THE PROBLEM => Look through the data below for the line with "margin:0; font-family:Helvetica,sans-serif; background:#1e1f1f;", and transcribe it exactly together with each line after it up to and including the line with "position:absolute; right:15px; bottom:15px;". Give nothing else.

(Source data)
Content starts

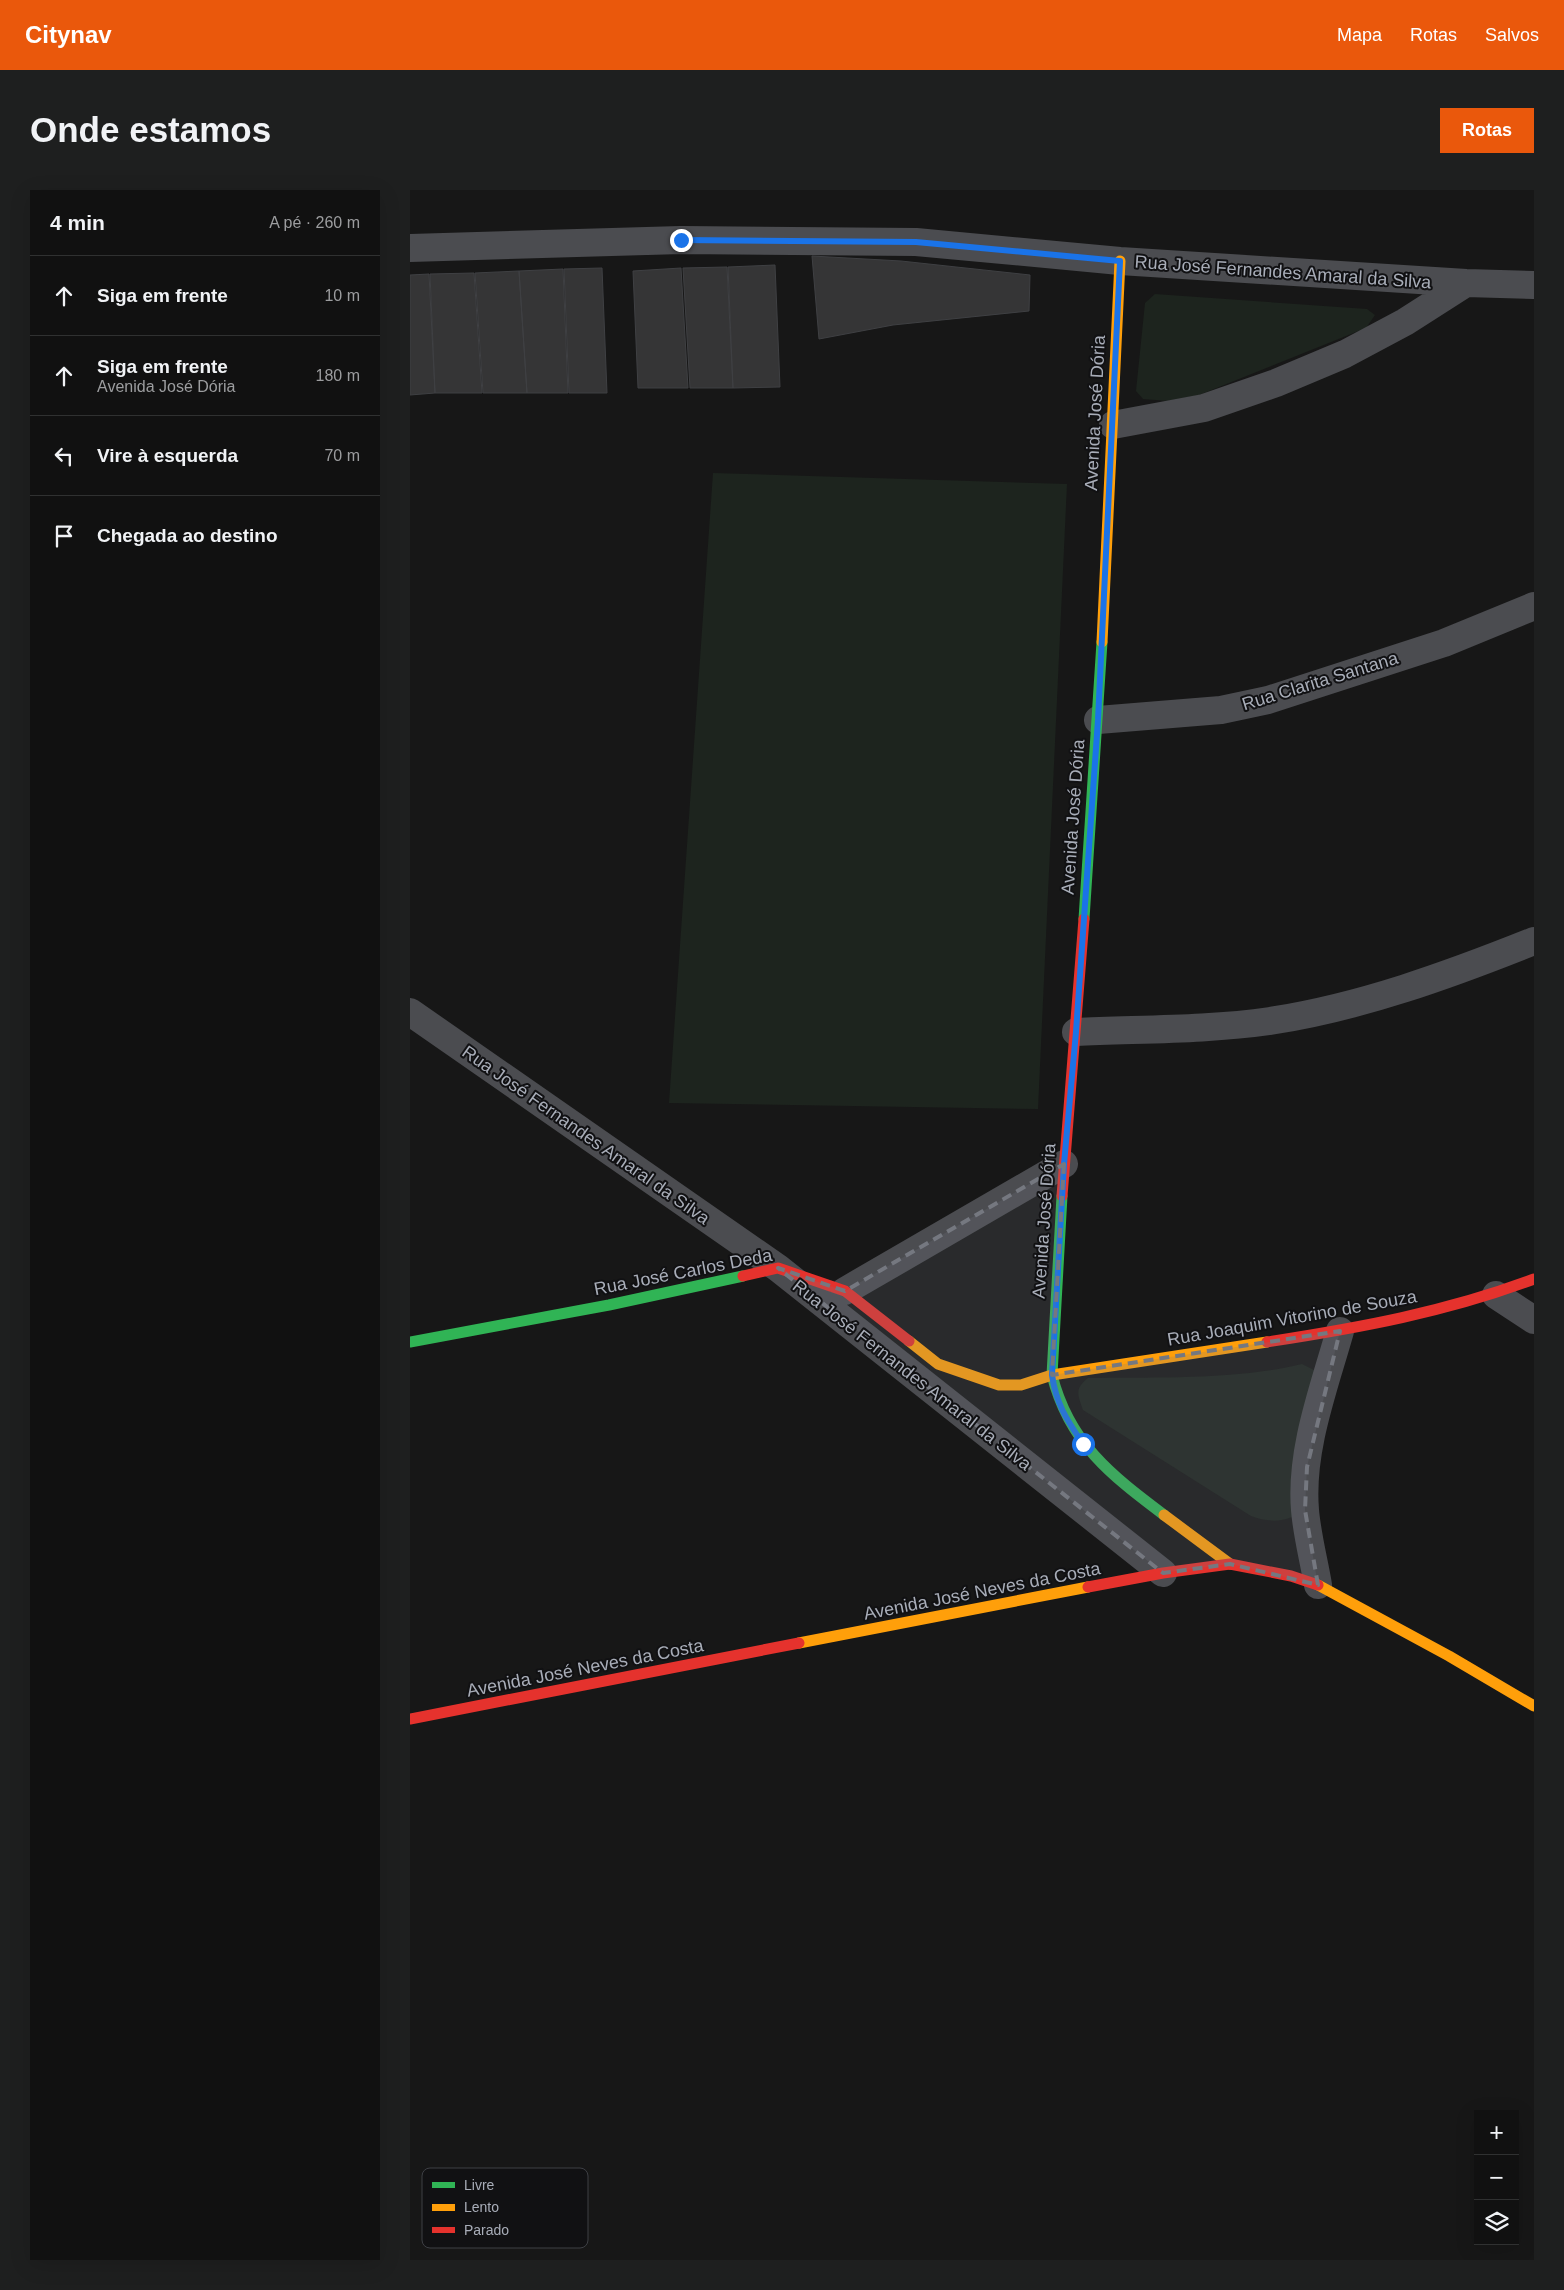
<!DOCTYPE html>
<html lang="pt">
<head>
<meta charset="utf-8">
<style>
  body { margin:0; font-family:Helvetica,sans-serif; background:#1e1f1f; color:#f1f3f6 }
  .controls { position:absolute; right:15px; bottom:15px; display:grid; overflow:hidden; border-radius:0px; box-shadow:0 5px 20px #0002 }
  .controls button { width:45px; height:45px; display:grid; place-items:center; padding:0; border:0; border-bottom:1px solid #303131; background:#111; color:#f1f3f6; font:25px sans-serif }
  .stop { position:absolute; width:15px; height:15px; margin:-11px; border:4px solid #1a73e8; border-radius:50%; background:#fff }
  .stop.end { background:#1a73e8; border-color:#fff; box-shadow:0 1px 5px #0008 }
  .list { margin:0; padding:0; list-style:none }
  h2 { display:flex; justify-content:space-between; align-items:center; height:65px; margin:0; padding:0 20px; font-size:21px }
  h2 small { font-size:16px; font-weight:400; color:#9c9d9f }
  .list li { display:grid; grid-template-columns:32px 1fr auto; gap:15px; align-items:center; box-sizing:border-box; height:80px; padding:0 20px; border-top:1px solid #303131 }
  .list b { display:block; font-size:19px; white-space:nowrap }
  .list p { margin:0; font-size:16px; white-space:nowrap; color:#9c9d9f }
  .list em { font-size:16px; font-style:normal; color:#9c9d9f }
  .icon { flex:none; width:28px; height:28px; fill:none; stroke:currentColor; stroke-width:2; stroke-linecap:round; stroke-linejoin:round }
  .map { position:relative; flex:none; width:1124px; height:2070px; overflow:hidden; border-radius:0px }
  header { display:flex; align-items:center; gap:30px; box-sizing:border-box; height:70px; padding:0 25px; background:#ea580c; color:#fff }
  header strong { font-size:24px }
  nav { display:flex; gap:28px; margin-inline-start:auto; font-size:18px }
  .intro { display:flex; align-items:center; justify-content:space-between; box-sizing:border-box; height:120px; padding:0 30px }
  h1 { margin:0; font-size:35px }
  .button { padding:12px 22px; border-radius:0px; background:#ea580c; color:#fff; font-size:18px; font-weight:700 }
  main { display:flex; gap:30px; padding:0 30px }
  aside { flex:1; background:#111; border-radius:0px; box-shadow:0 5px 20px #0002 }
  .map>svg:first-child { display:block }
  .green { fill:#1d241e }
  .building { fill:#353536; stroke:#3f4043 }
  .lines { fill:none; stroke-linecap:round; stroke-linejoin:round }
  .street { stroke:#4b4c50; stroke-width:28 }
  .fast { stroke:#30b455; stroke-width:11 }
  .slow { stroke:#ff9f0a; stroke-width:11 }
  .jam { stroke:#e5322d; stroke-width:11 }
  .route { stroke:#1a73e8; stroke-width:6 }
  .marked { fill:#757880; fill-opacity:0.2; stroke:#757880; stroke-width:4; stroke-dasharray:10 6; stroke-linejoin:round }
  .labels { text-anchor:middle; dominant-baseline:central; stroke-width:4; stroke-linejoin:round; paint-order:stroke }
  .street-label { font-size:18px; fill:#a8adb8; stroke:#111113 }
  .key { fill:#111113; stroke:#3e4045; stroke-width:1 }
  .key-label { font-size:14px; fill:#a8adb8 }
</style>
</head>
<body>
<header>
<strong>Citynav</strong>
<nav><a>Mapa</a><a>Rotas</a><a>Salvos</a></nav>
</header>
<div class="intro"><h1>Onde estamos</h1><a class="button">Rotas</a></div>
<main>
<aside>
<h2>4 min<small>A pé · 260 m</small></h2>
<ul class="list">
<li><svg class="icon" aria-label="ahead" viewBox="0 0 24 24"><path d="M12 20V5M6 11l6-6 6 6"/></svg><div><b>Siga em frente</b></div><em>10 m</em></li>
<li><svg class="icon" aria-label="ahead" viewBox="0 0 24 24"><path d="M12 20V5M6 11l6-6 6 6"/></svg><div><b>Siga em frente</b><p>Avenida José Dória</p></div><em>180 m</em></li>
<li><svg class="icon" aria-label="left" viewBox="0 0 24 24"><path d="M17 20v-9H6M10 6l-5 5 5 5"/></svg><div><b>Vire à esquerda</b></div><em>70 m</em></li>
<li><svg class="icon" aria-label="arrive" viewBox="0 0 24 24"><path d="M6 21V4h12l-3 4 3 4H6"/></svg><div><b>Chegada ao destino</b></div></li>
</ul>
</aside>
<div class="map">
<svg width="1124" height="2070" viewBox="0 0 1124 2070">
  <rect width="100%" height="100%" fill="#171717"/>
  <path class="green" d="M 745,104 L 957,119 L 965,125 L 956,138 L 789,205 L 758,211 L 733,209 L 726,201 L 735,113 Z
    M 303,283 L 657,294 L 628,919 L 259,913 Z
    M 892,1174 L 906,1181 L 888,1324 C 873,1333 857,1332 841,1326 L 673,1220 C 668,1205 664,1199 678,1188 C 745,1187 827,1190 892,1174 Z"/>
  <path class="building" d="M 402,66 L 491,71 L 620,85 L 619,121 L 483,135 L 409,149 Z
    M 365,75 L 370,197 L 323,198 L 318,77 Z
    M 317,77 L 323,198 L 280,198 L 273,78 Z
    M 192,78 L 197,203 L 159,203 L 154,79 Z
    M 271,78 L 278,198 L 228,198 L 223,81 Z
    M 153,79 L 158,203 L 117,203 L 109,81 Z
    M 109,81 L 117,203 L 73,203 L 65,83 Z
    M 64,83 L 72,203 L 25,203 L 20,84 Z
    M 19,84 L 25,203 L 0,205 L 0,85 Z"/>
  <g class="lines">
    <path class="street" d="M 0,58 L 271,50 L 506,52 L 710,71 L 1056,93 L 1124,95
      M 703,235 L 794,218 L 866,193 L 935,164 L 995,132 L 1056,93
      M 688,530 L 811,520 L 858,510 L 1034,453 L 1124,416
      M 0,822 L 368,1078 L 753,1383
      M 666,842 C 729,839 798,840 860,831 C 951,817 1039,785 1124,751
      M 435,1101 L 654,974
      M 1086,1105 L 1124,1130
      M 908,1395 C 904,1371 897,1345 895,1320 C 890,1260 914,1198 930,1141"/>
    <path class="fast" d="M 674,729 L 692,452
      M 652,1006 L 642,1185 C 659,1253 701,1285 754,1325
      M 0,1152 L 199,1115 L 333,1086"/>
    <path class="slow" d="M 692,452 L 710,71
      M 499,1151 L 528,1174 L 589,1195 L 611,1195 L 642,1185 L 857,1152
      M 754,1325 L 820,1374
      M 908,1395 L 1039,1466 L 1124,1516
      M 389,1453 L 678,1397"/>
    <path class="jam" d="M 652,1006 L 674,729
      M 333,1086 L 368,1078 L 435,1101 L 499,1151
      M 857,1152 C 948,1138 1037,1122 1124,1089
      M 678,1397 L 753,1383 L 820,1374 L 881,1386 L 908,1395
      M 0,1529 L 389,1453"/>
  </g>
  <g class="lines">
    <path class="route" d="M 271,50 L 506,52 L 710,71 L 688,530 L 666,842 L 654,974 L 642,1185 C 646,1214 657,1230 673,1254"/>
  </g>
  <path class="marked" d="M 654,974 L 642,1185 L 930,1141 L 897,1277 L 895,1320 L 908,1395 L 820,1374 L 753,1383 L 368,1078 L 435,1101 Z"/>
  <g class="labels">
    <g class="street-label">
      <text transform="translate(873 82) rotate(4)">Rua José Fernandes Amaral da Silva</text>
      <text transform="translate(685 223) rotate(-87)">Avenida José Dória</text>
      <text transform="translate(910 491) rotate(-17)">Rua Clarita Santana</text>
      <text transform="translate(663 627) rotate(-86)">Avenida José Dória</text>
      <text transform="translate(176 945) rotate(35)">Rua José Fernandes Amaral da Silva</text>
      <text transform="translate(634 1031) rotate(-86)">Avenida José Dória</text>
      <text transform="translate(273 1082) rotate(-11)">Rua José Carlos Deda</text>
      <text transform="translate(882 1128) rotate(-10)">Rua Joaquim Vitorino de Souza</text>
      <text transform="translate(502 1185) rotate(38)">Rua José Fernandes Amaral da Silva</text>
      <text transform="translate(572 1401) rotate(-11)">Avenida José Neves da Costa</text>
      <text transform="translate(175 1478) rotate(-11)">Avenida José Neves da Costa</text>
    </g>
  </g>
  <rect x="12" y="1978" width="166" height="80" rx="8" class="key"/>
  <rect x="22" y="1992" width="23" height="6" fill="#30b455"/>
  <rect x="22" y="2014" width="23" height="7" fill="#ff9f0a"/>
  <rect x="22" y="2037" width="23" height="6" fill="#e5322d"/>
  <g class="key-label">
    <text x="54" y="2000">Livre</text>
    <text x="54" y="2022">Lento</text>
    <text x="54" y="2045">Parado</text>
  </g>
</svg>
<div class="controls">
<button>+</button>
<button>−</button>
<button><svg class="icon" aria-label="layers" viewBox="0 0 24 24"><path d="M12 4l9 5-9 5-9-5zM3 14l9 5 9-5"/></svg></button>
</div>
<div class="stop" style="left:673px;top:1254px"></div>
<div class="stop end" style="left:271px;top:50px"></div>
</div>
</main>
</body>
</html>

Content ends

TASK RESULT =>
  body { margin:0; font-family:Helvetica,sans-serif; background:#1e1f1f; color:#f1f3f6 }
  .controls { position:absolute; right:15px; bottom:15px; display:grid; overflow:hidden; border-radius:0px; box-shadow:0 5px 20px #0002 }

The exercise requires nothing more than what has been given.